### Study material
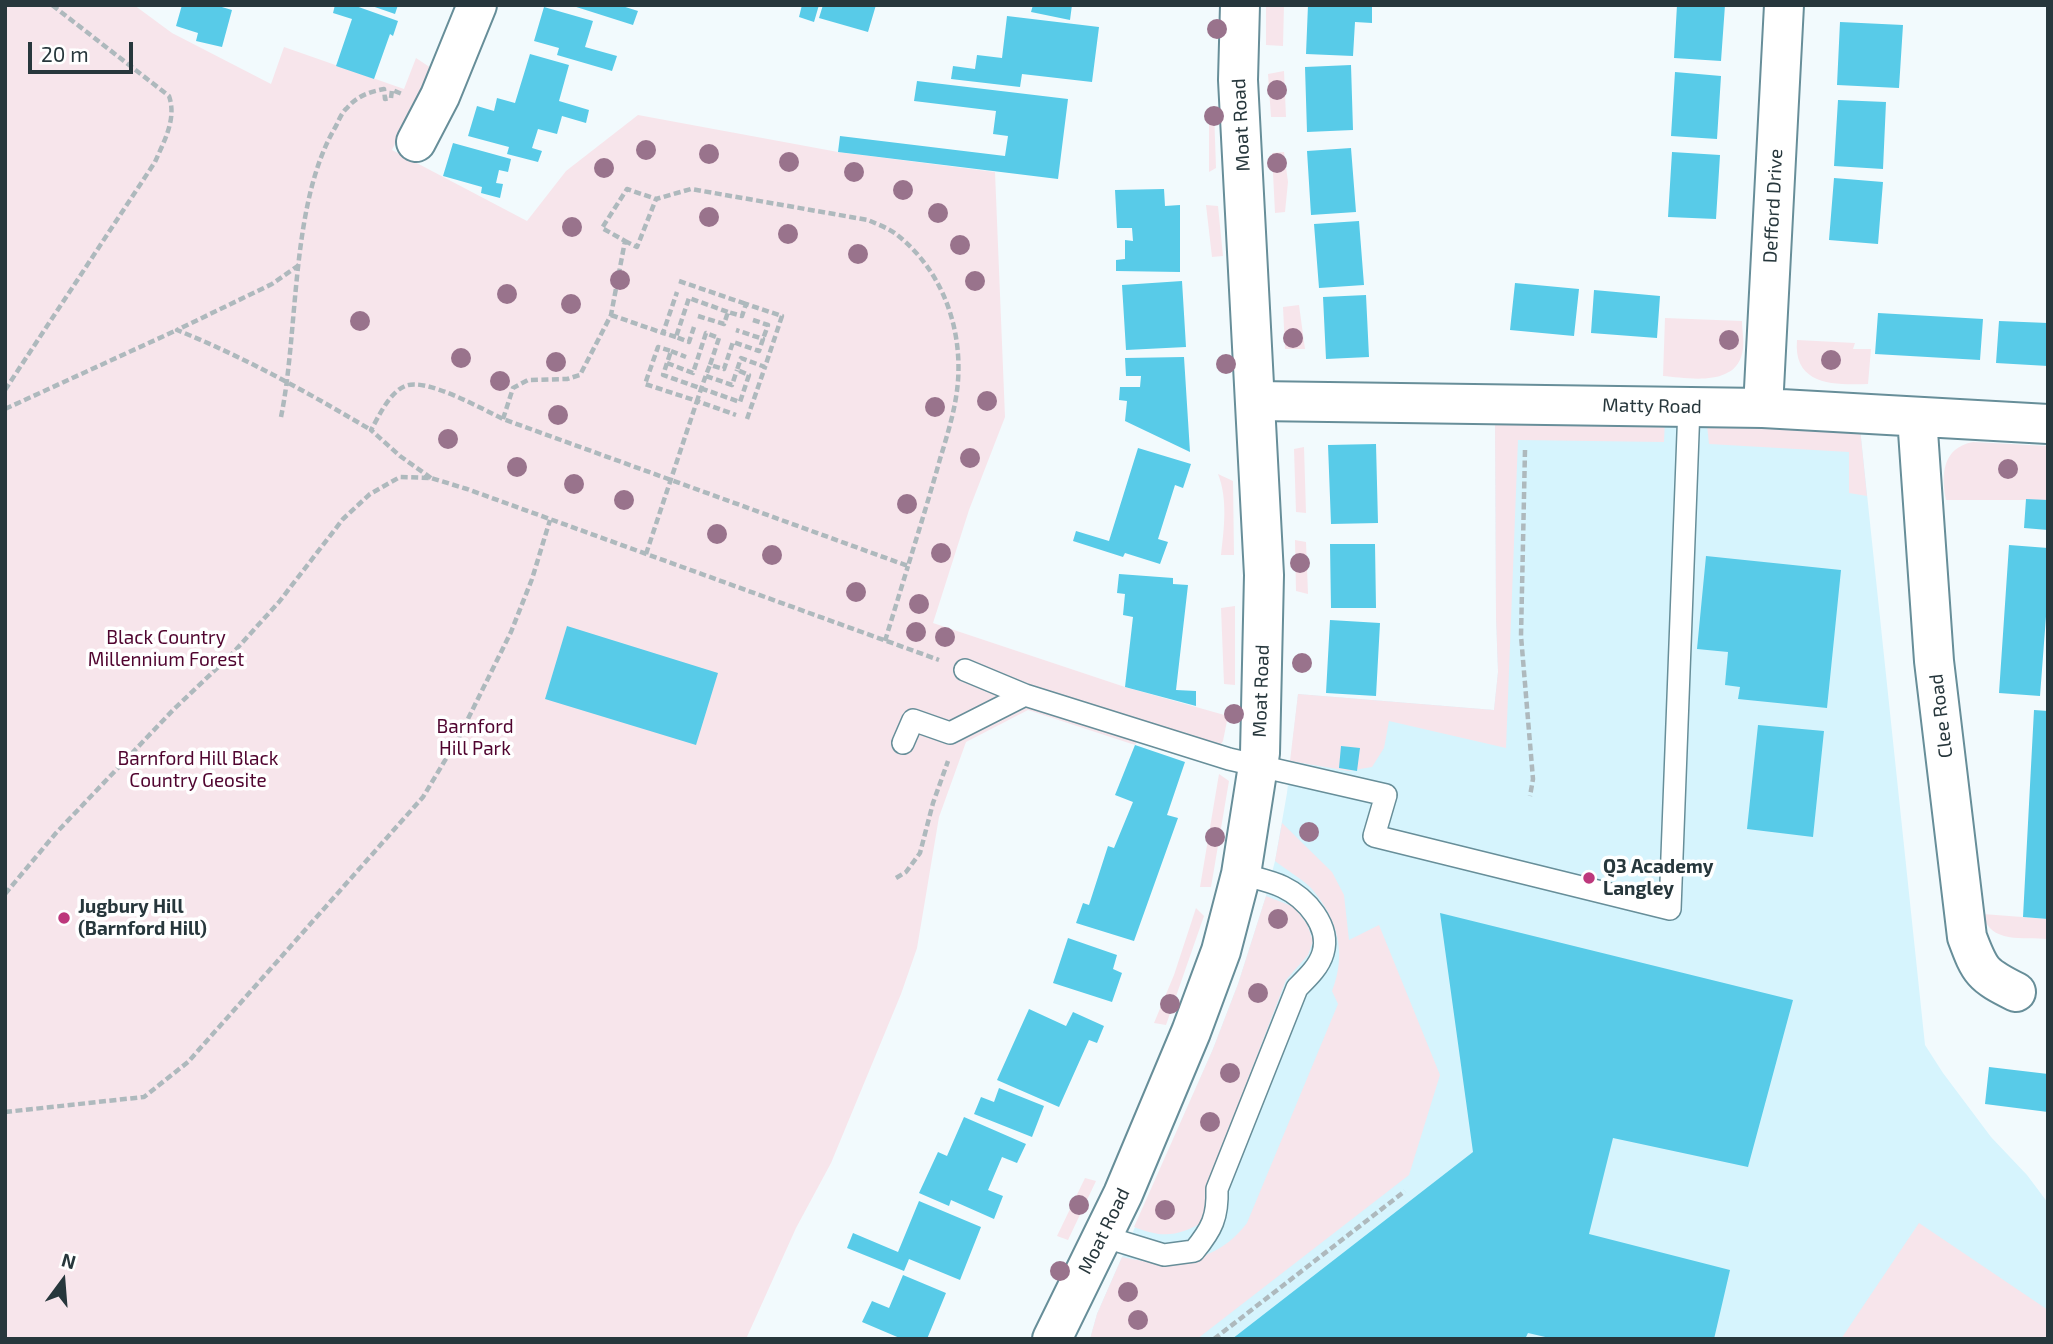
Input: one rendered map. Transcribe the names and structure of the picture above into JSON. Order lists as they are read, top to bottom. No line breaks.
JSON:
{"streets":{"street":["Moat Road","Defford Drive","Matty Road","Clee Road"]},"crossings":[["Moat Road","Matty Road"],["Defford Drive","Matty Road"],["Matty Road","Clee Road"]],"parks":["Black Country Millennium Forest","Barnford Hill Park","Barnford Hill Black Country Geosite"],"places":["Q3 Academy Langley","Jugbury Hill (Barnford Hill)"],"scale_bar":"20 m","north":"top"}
...
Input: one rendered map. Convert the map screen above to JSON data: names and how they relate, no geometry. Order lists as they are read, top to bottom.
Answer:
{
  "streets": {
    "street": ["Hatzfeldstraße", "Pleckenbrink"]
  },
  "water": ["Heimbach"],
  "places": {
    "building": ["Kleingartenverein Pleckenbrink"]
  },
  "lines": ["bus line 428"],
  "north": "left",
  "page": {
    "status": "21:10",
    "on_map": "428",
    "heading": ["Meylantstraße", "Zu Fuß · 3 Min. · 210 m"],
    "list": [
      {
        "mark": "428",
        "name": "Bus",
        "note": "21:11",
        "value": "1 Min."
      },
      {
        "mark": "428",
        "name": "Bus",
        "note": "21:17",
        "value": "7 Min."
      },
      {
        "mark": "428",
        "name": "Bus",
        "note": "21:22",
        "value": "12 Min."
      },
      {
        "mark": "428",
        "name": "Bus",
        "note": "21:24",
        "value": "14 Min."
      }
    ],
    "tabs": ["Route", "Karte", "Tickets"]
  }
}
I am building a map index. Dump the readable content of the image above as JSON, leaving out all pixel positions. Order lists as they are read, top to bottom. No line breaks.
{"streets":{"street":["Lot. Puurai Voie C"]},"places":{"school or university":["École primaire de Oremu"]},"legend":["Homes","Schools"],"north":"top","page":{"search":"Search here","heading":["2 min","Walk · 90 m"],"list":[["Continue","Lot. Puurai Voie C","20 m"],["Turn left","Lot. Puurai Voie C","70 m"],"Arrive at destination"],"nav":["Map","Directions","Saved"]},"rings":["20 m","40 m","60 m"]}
---
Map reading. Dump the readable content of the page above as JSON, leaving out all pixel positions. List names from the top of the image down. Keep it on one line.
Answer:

### Action item
Across the whole listing above, determine how many lines hold the word "rendered". Only that number is wanted.

### Answer to this task
2